New Versions of Gradient Temporal Difference Learning
Donghwan Lee, Han-Dong Lim, Jihoon Park, Okyong Choi
TL;DR
The paper tackles the instability of off-policy TD learning with linear function approximation by introducing three GTD variants (GTD3, GTD4, GTD5) grounded in convex-concave saddle-point representations, thereby unifying GTD2 and related formulations under a single primal-dual gradient dynamics framework. It develops multiple saddle-point viewpoints (dual representation and Fenchel duality) and provides a PDGD-based convergence analysis, including an alternative ODE-based justification and a regularized Lagrangian approach.

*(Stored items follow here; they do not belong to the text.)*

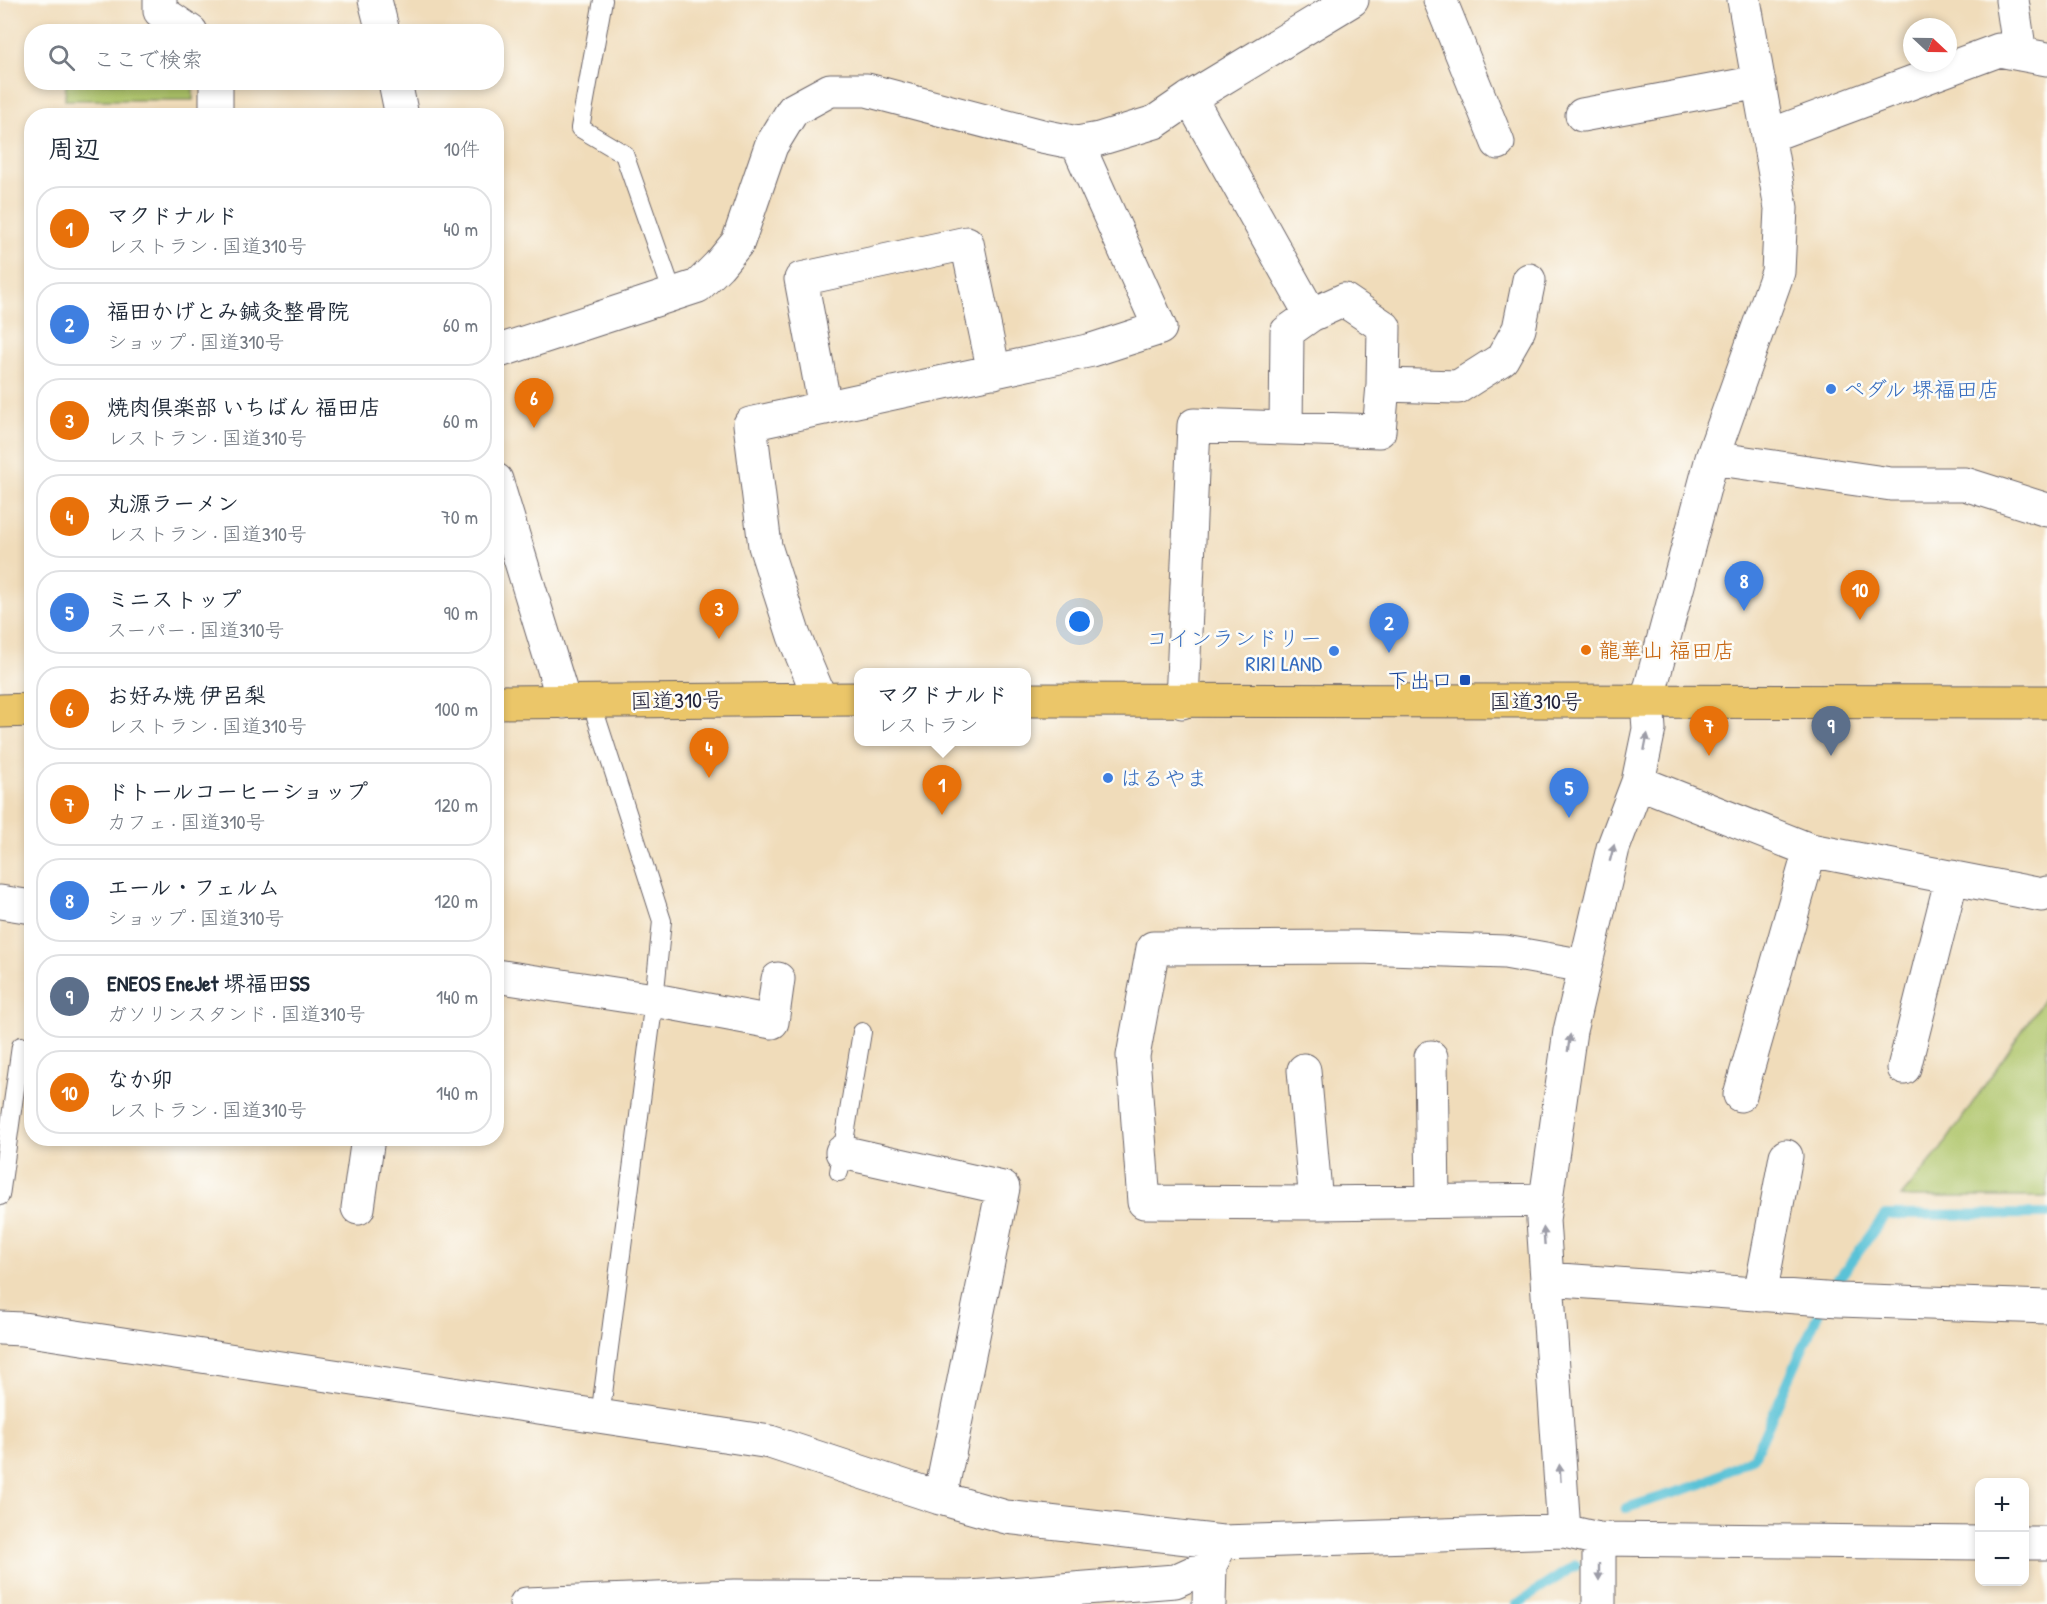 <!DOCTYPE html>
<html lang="ja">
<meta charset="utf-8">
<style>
body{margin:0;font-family:"Patrick Hand","Klee One",sans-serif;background:#f2f2f3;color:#1f2937}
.controls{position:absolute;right:18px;bottom:18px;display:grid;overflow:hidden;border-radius:12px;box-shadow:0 3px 9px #0003}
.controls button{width:54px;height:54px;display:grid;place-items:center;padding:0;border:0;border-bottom:2px solid #e0e1e3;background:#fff;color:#1f2937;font:30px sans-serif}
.compass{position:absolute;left:1903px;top:18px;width:54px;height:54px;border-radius:50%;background:#fff;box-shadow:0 3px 9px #0003;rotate:112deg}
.you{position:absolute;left:1080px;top:622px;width:21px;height:21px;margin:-15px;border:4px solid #fff;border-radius:50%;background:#1a73e8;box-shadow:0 0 0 9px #1a73e833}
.badge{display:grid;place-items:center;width:39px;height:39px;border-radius:50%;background:#db2777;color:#fff;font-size:20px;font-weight:700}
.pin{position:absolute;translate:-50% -50px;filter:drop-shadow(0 2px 3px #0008)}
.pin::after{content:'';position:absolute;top:32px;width:21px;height:18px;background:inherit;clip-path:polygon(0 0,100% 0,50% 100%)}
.popup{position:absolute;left:854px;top:668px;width:177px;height:78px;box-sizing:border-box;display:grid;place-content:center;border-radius:12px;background:#fff;filter:drop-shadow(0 2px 4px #0005);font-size:20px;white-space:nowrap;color:#747a83}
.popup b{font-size:22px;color:#1f2937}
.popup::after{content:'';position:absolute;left:50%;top:100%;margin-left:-12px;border:12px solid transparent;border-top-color:#fff}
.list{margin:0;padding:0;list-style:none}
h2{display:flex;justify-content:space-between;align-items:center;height:78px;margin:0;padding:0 24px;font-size:26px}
h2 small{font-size:20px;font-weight:400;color:#747a83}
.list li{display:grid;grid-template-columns:39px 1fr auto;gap:18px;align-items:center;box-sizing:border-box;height:84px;margin:0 12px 12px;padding:0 12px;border:2px solid #e0e1e3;border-radius:24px}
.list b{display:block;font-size:22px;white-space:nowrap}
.list p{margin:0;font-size:20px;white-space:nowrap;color:#747a83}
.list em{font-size:20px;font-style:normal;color:#747a83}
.icon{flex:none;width:33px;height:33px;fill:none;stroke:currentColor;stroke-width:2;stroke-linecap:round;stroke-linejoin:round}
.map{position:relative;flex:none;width:2047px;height:1604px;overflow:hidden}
.search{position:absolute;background:#fff;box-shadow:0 3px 9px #0003;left:24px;top:24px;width:480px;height:66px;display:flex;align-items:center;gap:15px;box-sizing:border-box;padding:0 21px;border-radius:24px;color:#747a83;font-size:22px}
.panel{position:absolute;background:#fff;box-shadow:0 3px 9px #0003;left:24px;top:108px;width:480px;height:1038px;border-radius:24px}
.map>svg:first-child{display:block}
.green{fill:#aec569;stroke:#687452;stroke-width:1.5}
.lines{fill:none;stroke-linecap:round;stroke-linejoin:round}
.stream{stroke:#5ac2d7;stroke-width:10}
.service-casing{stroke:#6a6367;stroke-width:20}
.minor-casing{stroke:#6a6367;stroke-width:35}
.trunk-casing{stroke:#6a6367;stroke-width:35}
.service{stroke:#fff;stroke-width:18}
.minor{stroke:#fff;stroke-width:33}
.trunk{stroke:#ebc669;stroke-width:33}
.oneway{fill:#9c9ca7}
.shop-dot{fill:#3f7fe0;stroke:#fdfcf7;stroke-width:2}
.food-dot{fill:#e8710a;stroke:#fdfcf7;stroke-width:2}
.transit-dot{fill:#1a4fb4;stroke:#fdfcf7;stroke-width:2}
.labels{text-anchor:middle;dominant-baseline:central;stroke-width:5;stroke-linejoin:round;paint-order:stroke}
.shop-label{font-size:22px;fill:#366cbe;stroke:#fdfcf7;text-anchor:start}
.food-label{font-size:22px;fill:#c56008;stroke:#fdfcf7;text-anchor:start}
.transit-label{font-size:22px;fill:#164399;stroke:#fdfcf7;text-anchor:end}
.street-label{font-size:22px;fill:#22223b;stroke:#fdfcf7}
</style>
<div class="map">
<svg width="2047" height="1604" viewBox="0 0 2047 1604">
<rect width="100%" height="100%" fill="#fdfcf7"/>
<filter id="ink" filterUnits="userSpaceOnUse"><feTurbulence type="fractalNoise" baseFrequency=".0167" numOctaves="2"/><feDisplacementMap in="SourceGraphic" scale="12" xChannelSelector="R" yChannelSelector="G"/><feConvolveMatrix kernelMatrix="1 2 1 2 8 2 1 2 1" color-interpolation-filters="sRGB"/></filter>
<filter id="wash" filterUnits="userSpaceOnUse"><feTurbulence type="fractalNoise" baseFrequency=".008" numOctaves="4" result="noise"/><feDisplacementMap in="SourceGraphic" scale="24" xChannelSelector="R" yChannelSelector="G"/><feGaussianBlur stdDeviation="1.35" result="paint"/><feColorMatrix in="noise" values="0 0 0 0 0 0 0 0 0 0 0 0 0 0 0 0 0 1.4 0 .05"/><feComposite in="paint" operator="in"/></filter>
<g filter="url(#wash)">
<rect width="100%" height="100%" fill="#f0dcba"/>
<path class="green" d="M 66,83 L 193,83 L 193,100 L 65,100 Z
M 2047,991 L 2047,1197 L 1901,1197 L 1941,1149 L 2039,1006 Z"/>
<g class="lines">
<path class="stream" d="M 1836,1283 L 1885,1215 L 2047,1214
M 1626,1508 L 1702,1484 L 1754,1457 L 1819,1312
M 1517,1604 L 1576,1565"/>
</g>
</g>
<g filter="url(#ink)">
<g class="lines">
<defs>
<path id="service" d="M 603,0 L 580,128 L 624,154 L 673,294
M 591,701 L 662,921 L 654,1000 L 600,1417
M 839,1172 L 862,1032
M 0,1196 L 21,1046"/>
<path id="minor" d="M 160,0 L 160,11 L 191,32
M 375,0 L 383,32
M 1440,0 L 1498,143
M 2012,0 L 2020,54
M 216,82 L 216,116
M 395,82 L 402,116
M 1190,98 L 1311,315
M 1582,115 L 1759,82
M 1768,136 L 1999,50 L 2047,59
M 496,352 L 698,286 L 719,265 L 738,242 L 771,146 L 793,110 L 830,90 L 867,90 L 1042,136 L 1077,143 L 1099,139 L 1155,122 L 1190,98 L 1352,0
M 825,408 L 801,279 L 967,243 L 994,372
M 1286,428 L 1287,332 L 1311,315 L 1344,300 L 1384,327 L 1383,385
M 1712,458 L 1891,484 L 1965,484 L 2047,510
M 496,480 L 564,702
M 820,698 L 794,636 L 765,546 L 750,424 L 1092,350 L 1160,328 L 1077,143
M 1182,702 L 1194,425 L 1379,431 L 1383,385 L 1458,387 L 1502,359 L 1519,329 L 1529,280
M 1638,782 L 1810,850 L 2042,895 L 2047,893
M 0,902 L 32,907
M 496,976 L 654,1000 L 772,1022 L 778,979
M 1431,1057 L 1433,1201
M 1904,1068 L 1952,877
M 1304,1070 L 1316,1203 L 1144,1202 L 1133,1056 L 1153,948 L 1359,947 L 1505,952 L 1585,966
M 1740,1095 L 1810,850
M 842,1152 L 1003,1188 L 940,1498
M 1316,1203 L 1546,1200
M 358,1208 L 368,1138
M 1547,1279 L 1839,1300 L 2047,1307
M 1760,1295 L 1786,1156
M 0,1328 L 23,1329 L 770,1442 L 940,1498 L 1006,1517 L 1222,1542 L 1564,1531 L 1599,1539 L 1980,1543
M 1564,1531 L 1543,1220 L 1570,1031 L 1613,848 L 1638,782 L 1649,729 L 1647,701 L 1712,458 L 1778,272 L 1781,208 L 1744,0
M 1599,1539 L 1599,1604
M 2024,1543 L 2047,1543
M 526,1604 L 734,1596 L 970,1597 L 1175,1581 L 1210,1565 L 1222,1542
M 1209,1604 L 1210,1565"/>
<path id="trunk" d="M 1026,700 L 2047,702
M 496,702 L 858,699
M 0,711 L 32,710"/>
</defs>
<use href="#service" class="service-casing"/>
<use href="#minor" class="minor-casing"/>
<use href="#trunk" class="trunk-casing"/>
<use href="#service" class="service"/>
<use href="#minor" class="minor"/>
<use href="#trunk" class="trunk"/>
</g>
<defs><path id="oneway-solid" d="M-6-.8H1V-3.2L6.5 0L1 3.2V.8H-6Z" transform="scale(1.5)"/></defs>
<g class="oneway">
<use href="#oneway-solid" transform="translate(1646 742) rotate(-79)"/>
<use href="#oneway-solid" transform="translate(1612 853) rotate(-75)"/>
<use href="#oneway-solid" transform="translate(1569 1043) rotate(-82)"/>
<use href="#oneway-solid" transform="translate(1544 1236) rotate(-94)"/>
<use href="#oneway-solid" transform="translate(1560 1473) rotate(-94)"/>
<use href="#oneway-solid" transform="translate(1599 1572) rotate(90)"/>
</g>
</g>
<g class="shop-dot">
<circle cx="1831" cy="389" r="6"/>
<circle cx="1334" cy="651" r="6"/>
<circle cx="1108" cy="778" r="6"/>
</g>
<circle class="food-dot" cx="1586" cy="650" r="6"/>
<rect class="transit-dot" x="1459" y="674" width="12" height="12" rx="3"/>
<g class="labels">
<g class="shop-label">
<text x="1843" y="389">ペダル 堺福田店</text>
<text x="1322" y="638" text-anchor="end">コインランドリー<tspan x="1322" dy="25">RIRI LAND</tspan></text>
<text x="1120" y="778">はるやま</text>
</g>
<g class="food-label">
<text x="1598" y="650">龍華山 福田店</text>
</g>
<g class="transit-label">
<text x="1453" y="680">下出口</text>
</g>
<g class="street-label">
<text transform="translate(677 700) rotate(-1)">国道310号</text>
<text x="1536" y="701">国道310号</text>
</g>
</g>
</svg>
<div class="controls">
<button>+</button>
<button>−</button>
</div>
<svg class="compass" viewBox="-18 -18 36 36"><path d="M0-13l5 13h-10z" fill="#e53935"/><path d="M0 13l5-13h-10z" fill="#747a83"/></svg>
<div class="you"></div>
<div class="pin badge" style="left:942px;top:815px;background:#e8710a">1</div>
<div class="popup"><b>マクドナルド</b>レストラン</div>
<div class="pin badge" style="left:1389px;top:653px;background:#3f7fe0">2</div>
<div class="pin badge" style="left:719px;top:639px;background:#e8710a">3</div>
<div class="pin badge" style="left:709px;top:778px;background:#e8710a">4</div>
<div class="pin badge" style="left:1569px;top:818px;background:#3f7fe0">5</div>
<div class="pin badge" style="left:534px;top:428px;background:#e8710a">6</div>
<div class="pin badge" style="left:1709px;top:756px;background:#e8710a">7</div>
<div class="pin badge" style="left:1744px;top:611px;background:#3f7fe0">8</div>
<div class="pin badge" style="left:1831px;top:756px;background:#5c6f8a">9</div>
<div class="pin badge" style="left:1860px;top:620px;background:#e8710a">10</div>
<div class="search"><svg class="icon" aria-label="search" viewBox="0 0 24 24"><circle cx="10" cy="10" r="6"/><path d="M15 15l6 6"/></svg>ここで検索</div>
<section class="panel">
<h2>周辺<small>10件</small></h2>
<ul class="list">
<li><span class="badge" style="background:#e8710a">1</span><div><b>マクドナルド</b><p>レストラン · 国道310号</p></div><em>40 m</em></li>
<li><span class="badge" style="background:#3f7fe0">2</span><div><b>福田かげとみ鍼灸整骨院</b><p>ショップ · 国道310号</p></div><em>60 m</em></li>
<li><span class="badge" style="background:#e8710a">3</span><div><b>焼肉倶楽部 いちばん 福田店</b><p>レストラン · 国道310号</p></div><em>60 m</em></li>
<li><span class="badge" style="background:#e8710a">4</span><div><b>丸源ラーメン</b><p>レストラン · 国道310号</p></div><em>70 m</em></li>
<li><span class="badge" style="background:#3f7fe0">5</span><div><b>ミニストップ</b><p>スーパー · 国道310号</p></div><em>90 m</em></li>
<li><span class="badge" style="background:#e8710a">6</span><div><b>お好み焼 伊呂梨</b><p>レストラン · 国道310号</p></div><em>100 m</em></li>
<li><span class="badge" style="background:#e8710a">7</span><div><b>ドトールコーヒーショップ</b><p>カフェ · 国道310号</p></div><em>120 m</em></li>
<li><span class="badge" style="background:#3f7fe0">8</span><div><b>エール・フェルム</b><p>ショップ · 国道310号</p></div><em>120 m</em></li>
<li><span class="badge" style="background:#5c6f8a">9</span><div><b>ENEOS EneJet 堺福田SS</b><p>ガソリンスタンド · 国道310号</p></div><em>140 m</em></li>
<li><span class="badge" style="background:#e8710a">10</span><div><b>なか卯</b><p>レストラン · 国道310号</p></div><em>140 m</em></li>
</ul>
</section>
</div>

The key contributions are the new GTD3–GTD5 algorithms, a unified saddle-point analysis template for RL, and extensive simulations showing that GTD4 and GTD5 often converge faster than GTD2 and GTD3, especially when the regularization weight $\sigma$ diminishes over time. These results offer a more stable and efficient approach to off-policy policy evaluation with linear function approximation and point toward broader applicability of saddle-point methods in RL.
Abstract
Sutton, Szepesvári and Maei introduced the first gradient temporal-difference (GTD) learning algorithms compatible with both linear function approximation and off-policy training. The goal of this paper is (a) to propose some variants of GTDs with extensive comparative analysis and (b) to establish new theoretical analysis frameworks for the GTDs. These variants are based on convex-concave saddle-point interpretations of GTDs, which effectively unify all the GTDs into a single framework, and provide simple stability analysis based on recent results on primal-dual gradient dynamics. Finally, numerical comparative analysis is given to evaluate these approaches.